This article first appeared in our winter ’19 issue of MyGreenPod Magazine, The Love Revolution, distributed with the Guardian on 22 February 2018. Click here to subscribe to our digital edition and get each issue delivered straight to your inbox
Five-star resorts were once anathema to those seeking an eco getaway with a minimal footprint, but the travel industry has evolved rapidly to cater for ethical travellers who don’t want to compromise on luxury.
Globally, the ecotourism market has seen double-digit growth since the early 1990s, and in the next couple of years the sector is expected to expand further, to account for almost a quarter of the global travel market.
Some resorts have retrofitted their properties to attract today’s more conscious clientele, while others are trying to save face by rethinking reckless developments in popular tourist spots.
It’s not easy to rewire the DNA of an entire company – let alone a luxury holiday destination with attendant spas and leisure facilities – but some resorts haven’t had to. Last year, Delphina Hotels & Resorts won a P.E.A. (People. Environment. Achievement.) Travel Award for its environmentally sensitive approach to hospitality, which was built into the group’s foundations right from the start.
In harmony with nature
More than 25 years ago, founders Francesco Muntoni and Salvatore Peru decided Delphina’s properties would be no more than two storeys high; they were built into the landscape, almost invisible from the coastline, and integrated with the region’s indigenous plants and trees. The use of locally sourced materials such as wood, wrought iron, cork, ceramics and textiles helped to regenerate centuries-old local, artisanal trades and skills. The result is a collection of eight four- and five-star luxury spots in northern Sardinia – comprising 12 hotels, two exclusive residences, six spas and 23 villas – that are all in complete harmony with their environment.

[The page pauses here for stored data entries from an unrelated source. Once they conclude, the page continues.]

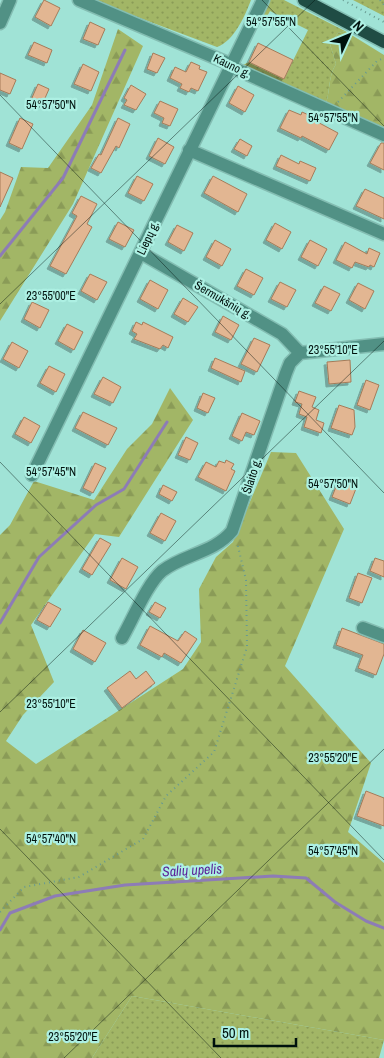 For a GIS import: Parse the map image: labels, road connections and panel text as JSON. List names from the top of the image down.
{
  "streets": {
    "street": [
      "Kauno g.",
      "Liepų g.",
      "Šermukšnių g.",
      "Šlaito g."
    ]
  },
  "crossings": [
    ["Kauno g.", "Liepų g."],
    ["Liepų g.", "Šermukšnių g."],
    ["Šermukšnių g.", "Šlaito g."]
  ],
  "water": ["Salių upelis"],
  "scale_bar": "50 m",
  "north": "top right",
  "coordinates": [
    "54°57'55\"N",
    "54°57'50\"N",
    "23°55'00\"E",
    "23°55'10\"E",
    "54°57'45\"N",
    "23°55'20\"E",
    "54°57'40\"N"
  ]
} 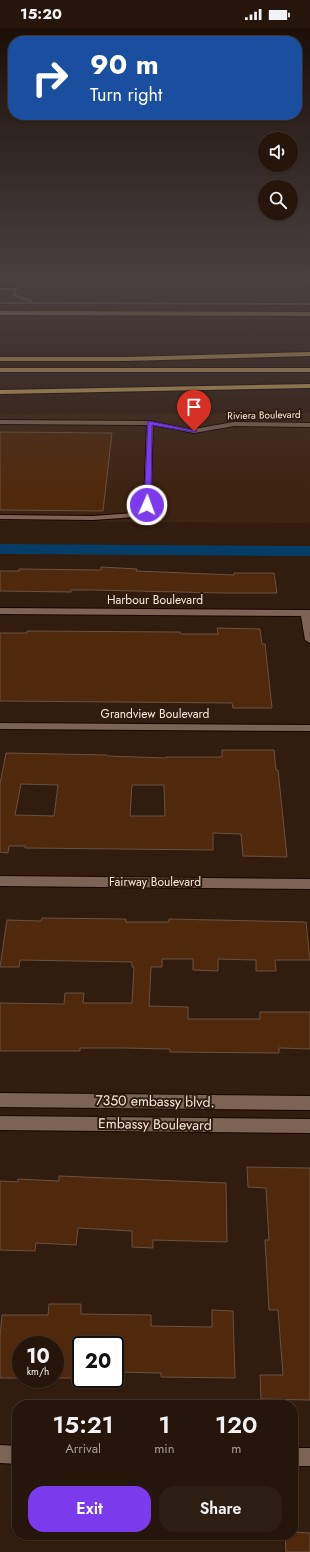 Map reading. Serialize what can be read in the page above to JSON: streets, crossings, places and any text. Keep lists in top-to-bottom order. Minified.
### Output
{"streets":{"street":["Riviera Boulevard","Harbour Boulevard","Grandview Boulevard","Fairway Boulevard","7350 embassy blvd.","Embassy Boulevard"]},"page":{"status":"15:20","turn":["90 m","Turn right"],"speed":"10 km/h","limit":"20","eta":["15:21","Arrival","1","min","120","m"],"buttons":["Exit","Share"]}} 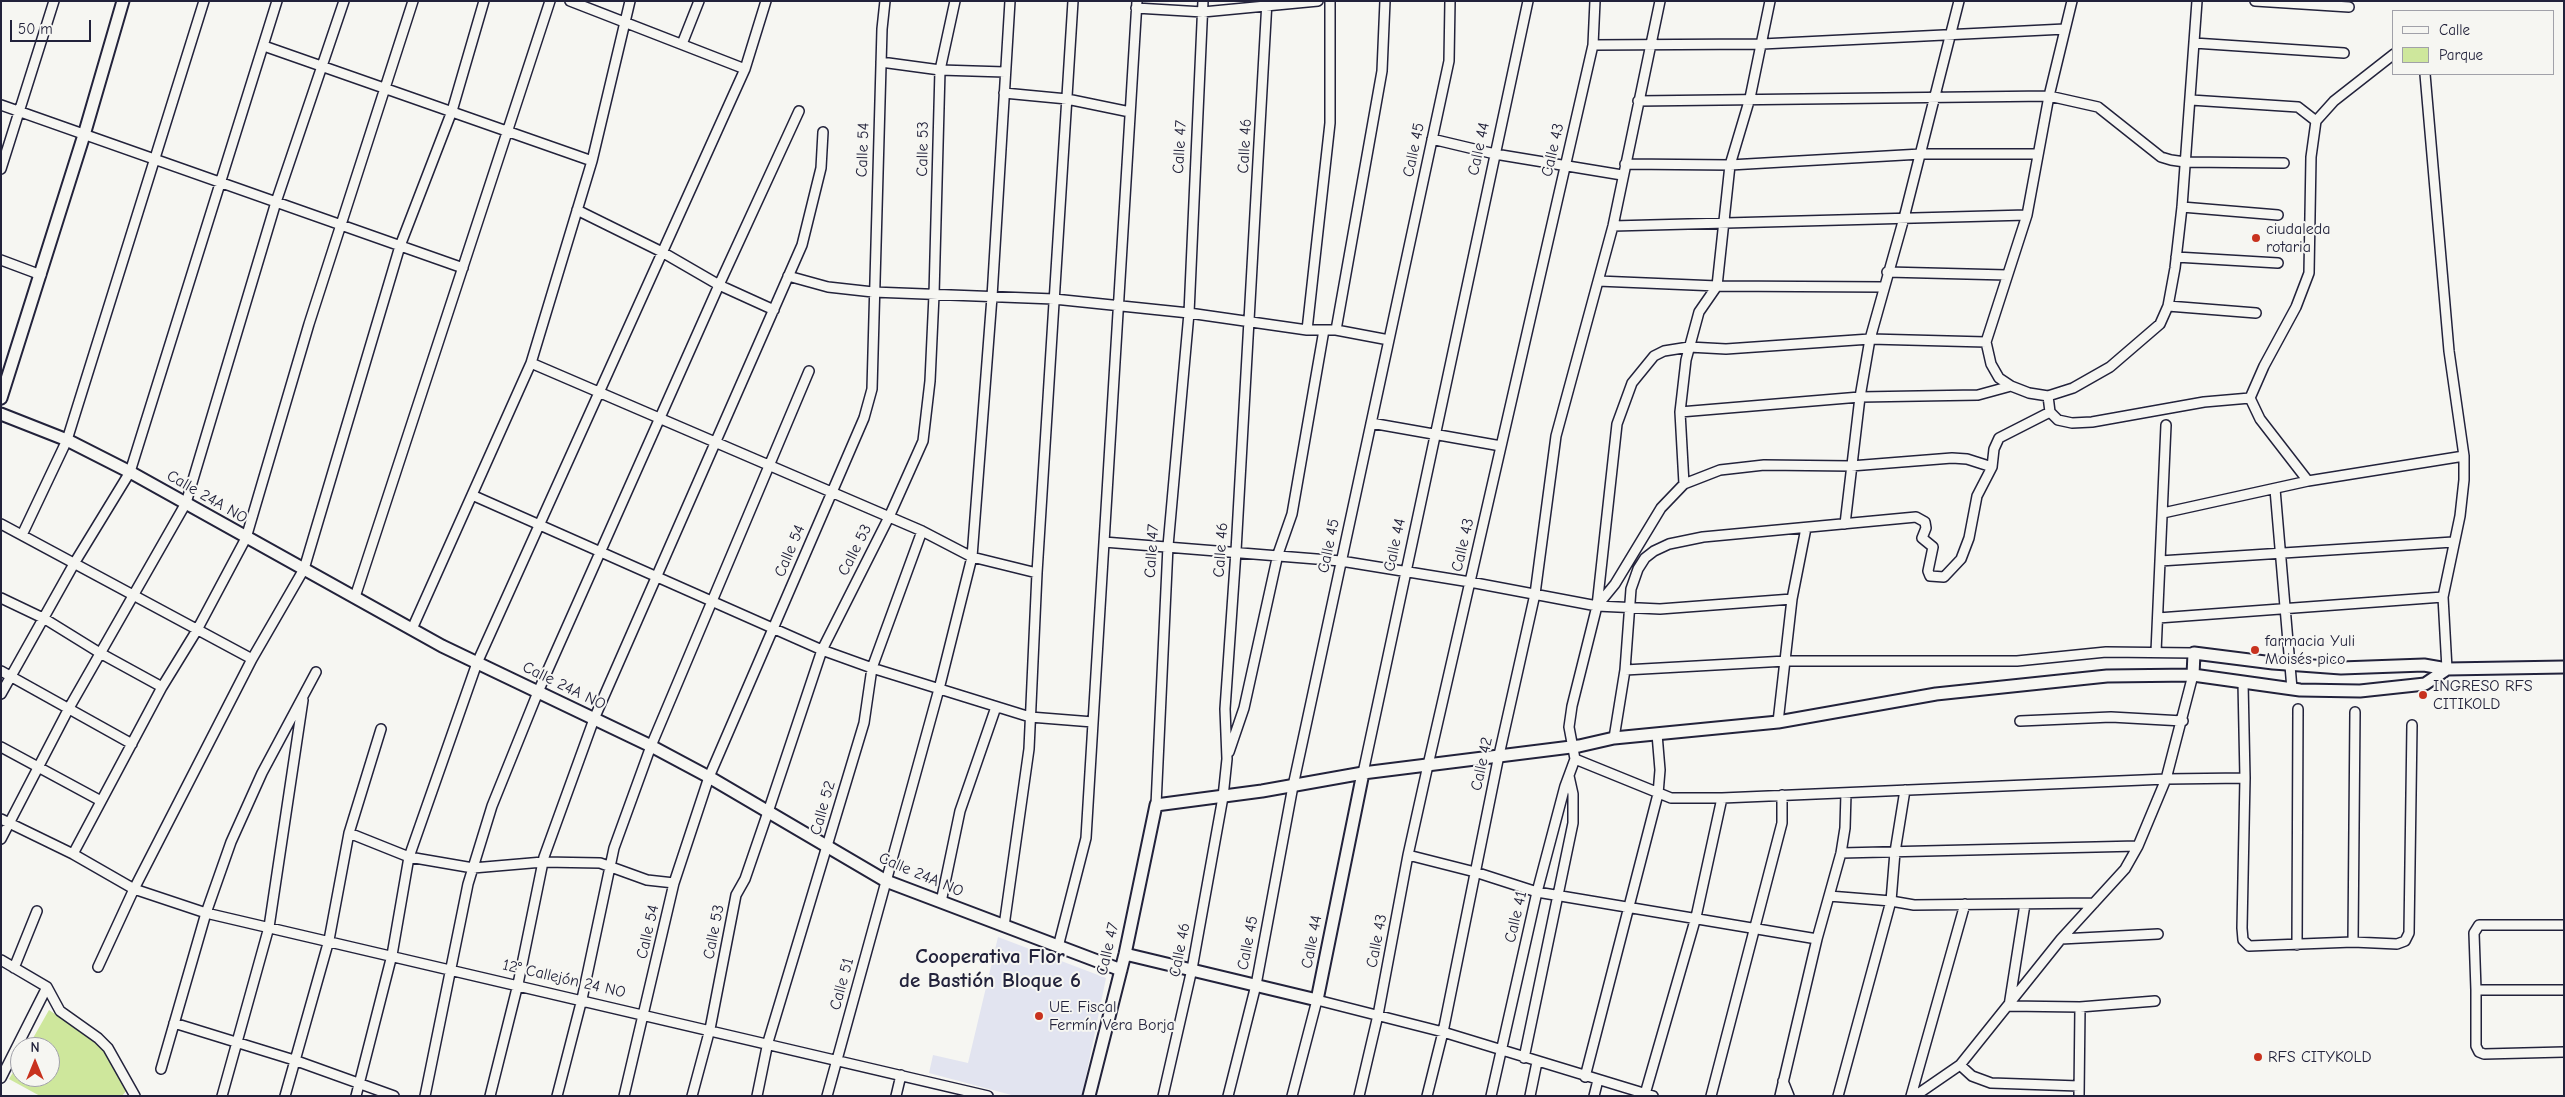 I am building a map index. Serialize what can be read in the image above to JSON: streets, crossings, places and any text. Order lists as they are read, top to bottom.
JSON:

The family-run chain was the first Italian hotel group to use entirely green and renewable energy across its full portfolio. By harnessing wind power it saves 3,536 tonnes of CO2 each year, doing the work of roughly 25,000 trees. Another key draw is the group’s commitment to providing healthy, good and fair food. ‘Zero-kilometre’ seasonal foods are sourced wherever possible, providing a healthy menu of Gallurese meats, fish and seafood, and fruit and vegetables from local producers.
Delphina’s respect for nature is evident in even the smallest touches: the spa products are eco- and bio-friendly, Ecolabel cleaning products are used, electric vehicles provide in-resort transportation and all Delphina’s publications and catalogues are printed with mineral oil-free inks on ecological cellulose paper certified by the FSC and PEFC.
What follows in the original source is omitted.